Twice in one day. Twice.
It wasn’t bad enough to get lost once. We did it twice…..in one day.
This happened before the move. My husband and I love the outdoors but not so much that I want to spend an unplanned night there.
We used to go to Hanson Creek; a spot off interstate 90 near Snoqualmie Pass, our old haunts. It’s known for it’s quartz crystals and is quite popular among amateur gem hunters. We’ve been many times and this trip started like any other.
You take an exit off the interstate, drive 3 or so miles up a pretty precipitous forest service road and park along the road at the barricaded remnants of a dirt road. It’s about a mile and a half steady climb before you come to a clearing with a hillside made up of mainly reddish dirt on your right.
You start to see very steep trails going up and splitting along the way leading to numerous “digs”. Many go under trees, some very deep under trees where the crystals tend to lodge among the roots.
People take all sorts of excavating implements and sifters to do their mining. Sometimes they’re left behind for the next person to utilize.
We quickly set to digging and sifting. My husband almost always finds the best and biggest specimens but I found a ginormous one the last time we went that I made a necklace out of.
You move around on the hillside with your tools, sliding and trying to keep your footing while trying not to knock down rocks and debris that might go tumbling and injure someone below. You look for the “hot spots”. The more adventurous, or more foolish (as it turns out applied to us), climb way uphill beyond most of the quarries to seek new sites.
My husband and I left our backpacks at a spot on the hillside and decided to go farther up. Usually we keep an eye on the lower hillside to keep our bearings but this time we didn’t watch closely enough.
Sure enough, at one point, we looked downhill and couldn’t spot anything familiar. I started to get a little nervous and suggested we go back down. We turned around and headed downhill but still didn’t see anything we recognized. We continued on as I grew more and more concerned until we finally realized; we were lost.
What direction do you go when you lose your bearings? You just give it your best guess and conference about it. We started hiking and after an hour or so, it really dawned on me that we were in the woods not knowing where the hell we were; for real.
We hiked for hours, trying to listen for the interstate. We tried to walk towards the sound of traffic in the distance. I was hungry and thirsty. We had left all our stuff back on the hillside including our phones. Brilliant. We climbed down hillsides, over logs, through brush as I grew more and more weak. It’s amazing how little time it takes to miss food and water. And the fatigue.
I don’t know how much time had passed when we came to a juncture, a place we recognized. The Iron Horse Trail. I was so relieved! But we had to make a decision. Which way to go from there on the trail. I argued for right and my husband insisted on left. Thank God I listened to him. My way would have put about 5 miles between us and the Snoqualmie Tunnel; an old decommissioned train tunnel that went 2.2 miles under the pass. That would have made for about 7.2 miles before we emerged on the east side of the pass close to civilization. And the tunnel…I’ve been through there several times during the day and it’s nothing but 2.2 miles of complete and utter blackness. And cold. Thank you husband for making the right decision!
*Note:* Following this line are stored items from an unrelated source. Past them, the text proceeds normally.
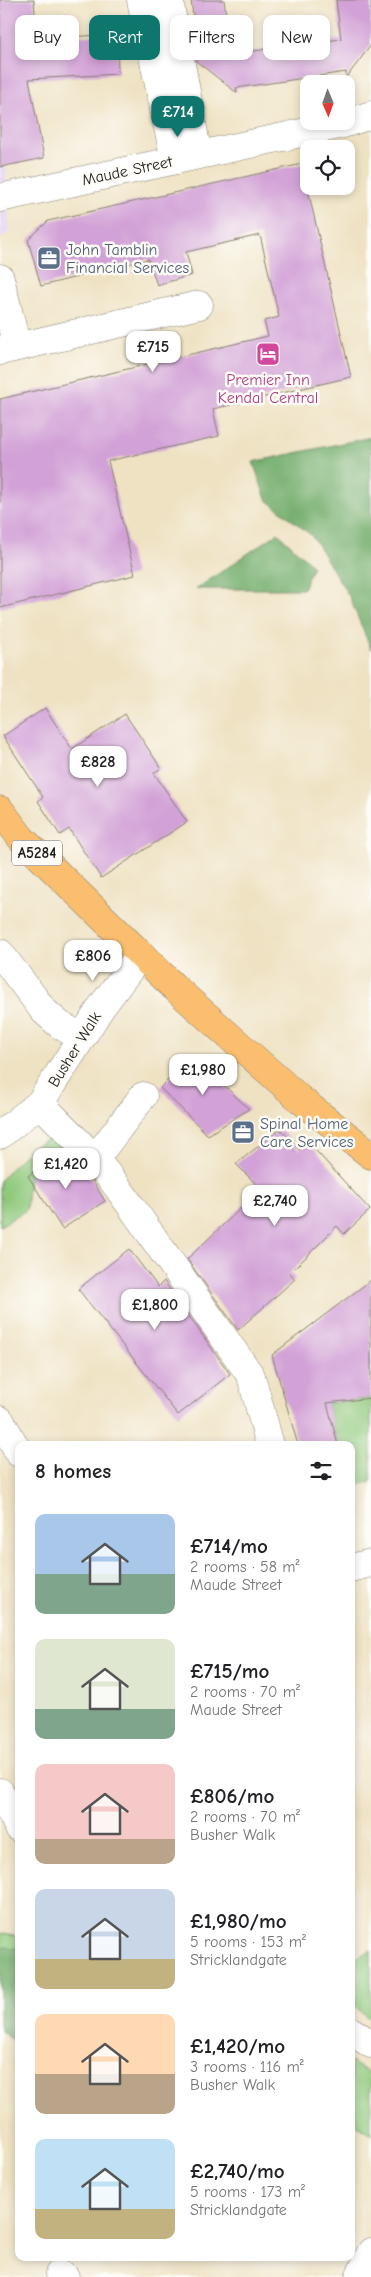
<!DOCTYPE html>
<html lang="en">
<head>
<meta charset="utf-8">
<style>
	body { margin:0; font-family:"Comic Neue",sans-serif; background:#f6f6f6; color:#202124; height:100vh; display:flex; flex-direction:column; font-size:19px; white-space:nowrap }
	* { box-sizing:border-box; margin:0 }
	p { font-size:16px; color:#757577 }
	.icon { flex:none; width:28px; height:28px; fill:none; stroke:currentColor; stroke-width:2; stroke-linecap:round; stroke-linejoin:round }
	.map { position:relative; flex:1; overflow:hidden }
	.drawer { position:absolute; left:15px; top:1441px; width:340px; height:820px; display:flex; flex-direction:column; background:#fff; border-radius:10px; box-shadow:0 2px 8px #0003 }
	.drawer>* { flex:none }
	.hud { position:absolute; left:15px; top:15px; width:341px; height:45px; display:flex; gap:10px }
	.needle { width:32px; rotate:178deg }
	.buttons { position:absolute; left:300px; top:75px; display:grid; gap:10px }
	.buttons a { display:grid; place-items:center; width:55px; height:55px; border-radius:10px; background:#fff; box-shadow:0 2px 8px #0003; font-size:25px }
	.price { position:absolute; translate:-50% -42px; padding:0 11px; border-radius:10px; background:#fff; color:#222; font-size:16px; line-height:32px; filter:drop-shadow(0 1px 2px #0008) }
	.price::after { content:''; position:absolute; left:50%; top:30px; width:15px; height:11px; margin-left:-8px; background:inherit; clip-path:polygon(0 0,100% 0,50% 100%) }
	.price.selected { background:#0f766e; color:#fff }
	ul { padding:0; list-style:none }
	li { display:flex; align-items:center; gap:15px; height:125px; padding:0 20px }
	li span { display:grid; place-items:center; flex:none; width:140px; height:100px; border-radius:10px; color:#555 }
	li>.icon { margin-inline-start:auto }
	span .icon { width:60px; height:60px; fill:#fffc; stroke-width:1 }
	li b { font-size:21px }
	h2 { display:flex; justify-content:space-between; align-items:center; height:60px; padding:0 20px; font-size:21px }
	.chip { padding:0 18px; border-radius:10px; background:#fff; box-shadow:0 2px 8px #0003; font-size:18px; line-height:45px }
	.chip.selected { background:#0f766e; color:#fff }
	.map>svg:first-child { display:block }
</style>
</head>
<body>
<div class="map">
<svg width="371" height="2277" viewBox="0 0 371 2277">
	<rect width="100%" height="100%" fill="#fdfcf7"/>
	<filter id="ink" filterUnits="userSpaceOnUse"><feTurbulence type="fractalNoise" baseFrequency=".02" numOctaves="2"/><feDisplacementMap in="SourceGraphic" scale="10" xChannelSelector="R" yChannelSelector="G"/><feConvolveMatrix kernelMatrix="1 2 1 2 8 2 1 2 1" color-interpolation-filters="sRGB"/></filter>
	<filter id="wash" filterUnits="userSpaceOnUse"><feTurbulence type="fractalNoise" baseFrequency=".0096" numOctaves="4" result="noise"/><feDisplacementMap in="SourceGraphic" scale="20" xChannelSelector="R" yChannelSelector="G"/><feGaussianBlur stdDeviation="1.12" result="paint"/><feColorMatrix in="noise" values="0 0 0 0 0 0 0 0 0 0 0 0 0 0 0 0 0 1.4 0 .05"/><feComposite in="paint" operator="in"/></filter>
	<g filter="url(#wash)">
		<rect width="100%" height="100%" fill="#efe2c3"/>
		<!-- built -->
		<path fill="#e4d3f2" d="M0,0L9,232L0,239Z"/>
		<!-- green -->
		<g fill="#8fc97d" stroke="#56724c">
			<path d="M59,1136L72,1149L29,1176L26,1210L0,1226V1180C18,1161 33,1142 59,1136Z"/>
			<path d="M371,1398V1482L351,1486V1445H338L327,1403Z"/>
			<path d="M0,1933L19,1937V1987L0,1964Z"/>
			<path d="M371,1950V2020L351,2003V1961Z"/>
			<path d="M351,2062L371,2074V2134L351,2122Z"/>
		</g>
		<!-- forest -->
		<g fill="#73ad6c" stroke="#486444">
			<path d="M371,437V649L349,596L312,536L266,499L253,462Z"/>
			<path d="M278,533L313,566L303,589H196Z"/>
			<path d="M0,1946L19,1949V2046L0,2031Z"/>
		</g>
		<g id="blocks">
			<!-- building -->
			<g fill="#d2a1d7">
				<path d="M0,0H34L37,39L117,34L118,74L29,79L44,158L0,167Z"/>
				<path d="M191,0H224L232,54L341,39L336,0H371V45L346,78V72L236,88L237,93L196,61V59H199Z"/>
				<path d="M302,164L351,377L213,409L219,436L108,461L135,575L0,608V399L268,336L264,321L279,317L260,235L186,252L192,275L157,285L148,259L41,286L28,240L48,221Z"/>
				<path d="M45,708L72,749L125,714L161,768L154,773L187,822L101,878L69,829L60,835L38,801L43,797L3,736Z"/>
				<path d="M192,1055L249,1109L208,1135L160,1088Z"/>
				<path d="M280,1129L299,1150L308,1142L370,1210L344,1234L337,1226L290,1273L295,1279L238,1330L187,1259L261,1189L236,1164Z"/>
				<path d="M66,1152L92,1180L105,1201L62,1229L28,1176Z"/>
				<path d="M129,1249L158,1287L164,1281L230,1374L178,1415L78,1289Z"/>
				<path d="M371,1280V1398L327,1403L338,1445H298L272,1355Z"/>
			</g>
		</g>
	</g>
	<g filter="url(#ink)">
		<use href="#blocks" fill-opacity="0" stroke="#867f70" stroke-width="1"/>
		<g fill="none" stroke-linecap="round" stroke-linejoin="round">
			<!-- minor casing -->
			<g stroke="#867f70" stroke-width="29">
				<g id="minor">
					<path d="M141,0L175,160"/>
					<path d="M169,0L198,155"/>
					<path d="M0,198L343,124L371,115"/>
					<path d="M0,278L17,347"/>
					<path d="M0,351L199,305"/>
					<path d="M0,953L44,1011L60,1025L81,1037"/>
					<path d="M40,1103L95,1159L116,1185L251,1376L270,1445"/>
					<path d="M0,1135L40,1103L102,1006L141,954"/>
					<path d="M95,1159L143,1096"/>
					<path d="M0,1420L19,1453"/>
					<path d="M351,1568L371,1563"/>
					<path d="M0,1792L19,1828"/>
					<path d="M351,2031L371,2044"/>
					<path d="M59,2274L65,2277"/>
					<path d="M359,2277L371,2252"/>
				</g>
			</g>
			<!-- highway casing -->
			<g stroke="#867f70" stroke-width="29">
				<path id="highway" d="M0,810L21,838L174,987L301,1100L371,1155"/>
			</g>
			<!-- minor -->
			<use href="#minor" stroke="#fff" stroke-width="28"/>
			<!-- highway -->
			<use href="#highway" stroke="#fabe6e" stroke-width="28"/>
		</g>
	</g>
	<!-- icons -->
	<defs>
		<g id="office-square" transform="scale(1.25)"><rect x="-9" y="-9" width="18" height="18" rx="4" fill="#5c6f8a" stroke="#fdfcf7"/><path d="M-6-3h4V-5.5h4V-3h4V5H-6ZM-1-4.5V-3h2v-1.5ZM-6 0V1H6V0Z" fill="#fff"/></g>
		<g id="hotel-square" transform="scale(1.25)"><rect x="-9" y="-9" width="18" height="18" rx="4" fill="#d1479c" stroke="#fdfcf7"/><path d="M-6-4.5h1.5V1H6V5H4.5V3h-9V5H-6ZM-4 0a1.8 1.8 0 1 1 3.6 0ZM.5 0V-2.5h3Q6-2.5 6 0Z" fill="#fff"/></g>
	</defs>
	<g fill-rule="evenodd">
		<use href="#office-square" x="49" y="258"/>
		<use href="#hotel-square" x="268" y="354"/>
		<use href="#office-square" x="243" y="1132"/>
	</g>
	<g text-anchor="middle" stroke-width="5" stroke-linejoin="round" paint-order="stroke">
		<!-- shield labels -->
		<rect fill="#fdfcf7" stroke="#605f5e" stroke-width="1" x="12" y="840.5" width="50" height="25" rx="4"/>
		<g font-size="15" font-weight="bold" fill="#1c1c1c">
			<text x="37" y="858">A5284</text>
		</g>
		<!-- street labels -->
		<g font-size="16" fill="#1c1c1c" stroke="#fdfcf7">
			<text transform="translate(127 170) rotate(-12)" y="6">Maude Street</text>
			<text transform="translate(74 1049) rotate(-58)" y="6">Busher Walk</text>
		</g>
		<!-- service labels -->
		<g font-size="16" fill="#4e5e75" stroke="#fdfcf7" text-anchor="start">
			<text x="66" y="255">John Tamblin<tspan x="66" dy="18">Financial Services</tspan></text>
			<text x="260" y="1129">Spinal Home<tspan x="260" dy="18">Care Services</tspan></text>
		</g>
		<!-- hotel labels -->
		<g font-size="16" fill="#b23c85" stroke="#fdfcf7">
			<text x="268" y="385">Premier Inn<tspan x="268" dy="18">Kendal Central</tspan></text>
		</g>
	</g>
</svg>
<div class="buttons">
<a><svg class="needle" viewBox="-14 -14 28 28"><path d="M0-13l5 13h-10z" fill="#e53935"/><path d="M0 13l5-13h-10z" fill="#757577"/></svg></a>
<a><svg class="icon" aria-label="locate" viewBox="0 0 24 24"><circle cx="12" cy="12" r="6"/><path d="M12 2v4M12 18v4M2 12h4M18 12h4"/></svg></a>
</div>
<b class="price selected" style="left:178px;top:138px">£714</b>
<b class="price" style="left:153px;top:373px">£715</b>
<b class="price" style="left:98px;top:788px">£828</b>
<b class="price" style="left:93px;top:982px">£806</b>
<b class="price" style="left:203px;top:1096px">£1,980</b>
<b class="price" style="left:66px;top:1190px">£1,420</b>
<b class="price" style="left:275px;top:1227px">£2,740</b>
<b class="price" style="left:155px;top:1331px">£1,800</b>
<div class="hud">
<a class="chip">Buy</a>
<a class="chip selected">Rent</a>
<a class="chip">Filters</a>
<a class="chip">New</a>
</div>
<section class="drawer">
<h2>8 homes<svg class="icon" aria-label="filters" viewBox="0 0 24 24"><path d="M4 7h16M4 17h16"/><circle cx="9" cy="7" r="2"/><circle cx="15" cy="17" r="2"/></svg></h2>
<ul>
<li><span style="background:linear-gradient(#a9c7e8 60%,#7fa58c 0)"><svg class="icon" aria-label="home" viewBox="0 0 24 24"><path d="M3 11l9-7 9 7M6 9v11h12V9"/></svg></span><div><b>£714/mo</b><p>2 rooms · 58 m²</p><p>Maude Street</p></div></li>
<li><span style="background:linear-gradient(#dfe7d0 70%,#7fa58c 0)"><svg class="icon" aria-label="home" viewBox="0 0 24 24"><path d="M3 11l9-7 9 7M6 9v11h12V9"/></svg></span><div><b>£715/mo</b><p>2 rooms · 70 m²</p><p>Maude Street</p></div></li>
<li><span style="background:linear-gradient(#f6c9c9 75%,#b9a48a 0)"><svg class="icon" aria-label="home" viewBox="0 0 24 24"><path d="M3 11l9-7 9 7M6 9v11h12V9"/></svg></span><div><b>£806/mo</b><p>2 rooms · 70 m²</p><p>Busher Walk</p></div></li>
<li><span style="background:linear-gradient(#c9d6e8 70%,#c2b280 0)"><svg class="icon" aria-label="home" viewBox="0 0 24 24"><path d="M3 11l9-7 9 7M6 9v11h12V9"/></svg></span><div><b>£1,980/mo</b><p>5 rooms · 153 m²</p><p>Stricklandgate</p></div></li>
<li><span style="background:linear-gradient(#ffd9b3 60%,#b9a48a 0)"><svg class="icon" aria-label="home" viewBox="0 0 24 24"><path d="M3 11l9-7 9 7M6 9v11h12V9"/></svg></span><div><b>£1,420/mo</b><p>3 rooms · 116 m²</p><p>Busher Walk</p></div></li>
<li><span style="background:linear-gradient(#bfe0f5 70%,#c2b280 0)"><svg class="icon" aria-label="home" viewBox="0 0 24 24"><path d="M3 11l9-7 9 7M6 9v11h12V9"/></svg></span><div><b>£2,740/mo</b><p>5 rooms · 173 m²</p><p>Stricklandgate</p></div></li>
</ul>
</section>
</div>
</body>
</html>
We walked about a mile or two of the trail before we came to the trestle that spanned the forest service road that lead up to the parking area. Relief like no other. We descended to the road and walked the mile or two back to our car.
There’s nothing like seeing your vehicle after being lost all day. Nothing. We stopped and ate a cold can of spaghetti and meatballs but we still had to hike back up to the mining area and retrieve our backpacks.
It was getting close to dark though. We didn’t have much time.
We hoofed it back up the hill as fast as we could as the sun sunk towards the horizon. We had our car keys and all of the rest of our gear in those backpacks including our phones.
It was dusk as we approached the hillside and we hurriedly climbed up to where we’d left our backpacks. I quickly called our friends to let them know what had happened and where we were but it was getting dark fast. Too fast.
We set off down the hill again. We expected to intersect a trail that ended near the bottom of the hillside, but as we continued down, keeping sight of each other, we realized with horror that we must have overshot it.
Oh no. I couldn’t believe it as it dawned on me that we had managed to do it again.
We were lost; for the second time.
This time we quickly decided that we weren’t about to keep walking in the dark only to stumble over the edge of a cliff, not to mention moving farther and farther away from a landmark. We decided to stop, make a fire and call 911.
We hunkered down and proceeded to build a small fire to keep warm. Thank God we were at least somewhat prepared in that we brought our cell phone chargers. That saved our asses. We recharged a phone and called 911. They told us to keep our phone on so they could triangulate our position and said to hold on while they sent out a party.
We just sat by our little fire and waited: me hungry and thirsty again. I think I was in shock too. Search and rescue called us a couple of times to let us know they were on their way. I couldn’t wait. We didn’t know where we were so we were surprised when we finally saw lights approaching from up the hill rather than down. Shows you how disoriented we were. Good thing we stayed put.
They came down the hillside like angels. Our saviors.
The rest of the events unfolded in a kind of fog for me. That’s what makes me think I was in a state of shock. They immediately gave us food and water and had a very reassuring demeanor. I don’t know how many there were of them. Maybe 10 or so; men and women.
They gave us head lamps, put us between them in a line and shepherded us up and out of our unplanned day out to hell. I was completely disoriented as we climbed hillsides and crawled over logs before we got to the main trail and even then the experience felt surreal.
We reached the main road and walked the trail going down to the parking area where they made sure we were in our car and pointed in the right direction before we bid farewell. We thanked them profusely before we headed home.
This is where it gets interesting. I was driving out to the interstate and gaining my sense of reality when I noticed that my pants were spit all the way down my rear all the way to my ankle. Nothing underneath. It was then that I realized with horror that on the journey out of there, climbing up hillsides and over trees, that my backside and privates were completely open for everyone to see! NOOOOOOOOOOOOOOOOO.
It was then that my husband told me that the rescuer behind me was privy to all of the nature I had to offer. Inches from his face. As soon as my husband saw what was happening, he quickly inserted himself between the rescuer and myself for everyone’s sake.
We made it home without getting lost again and the next day, I looked up the unit that had rescued us and wrote another big thank you to them and apologized for the extra exposure they’d witnessed. I was so embarrassed.
Incidentally, my husband said the guy who was directly behind me chatted me up a storm on the walk back to the car.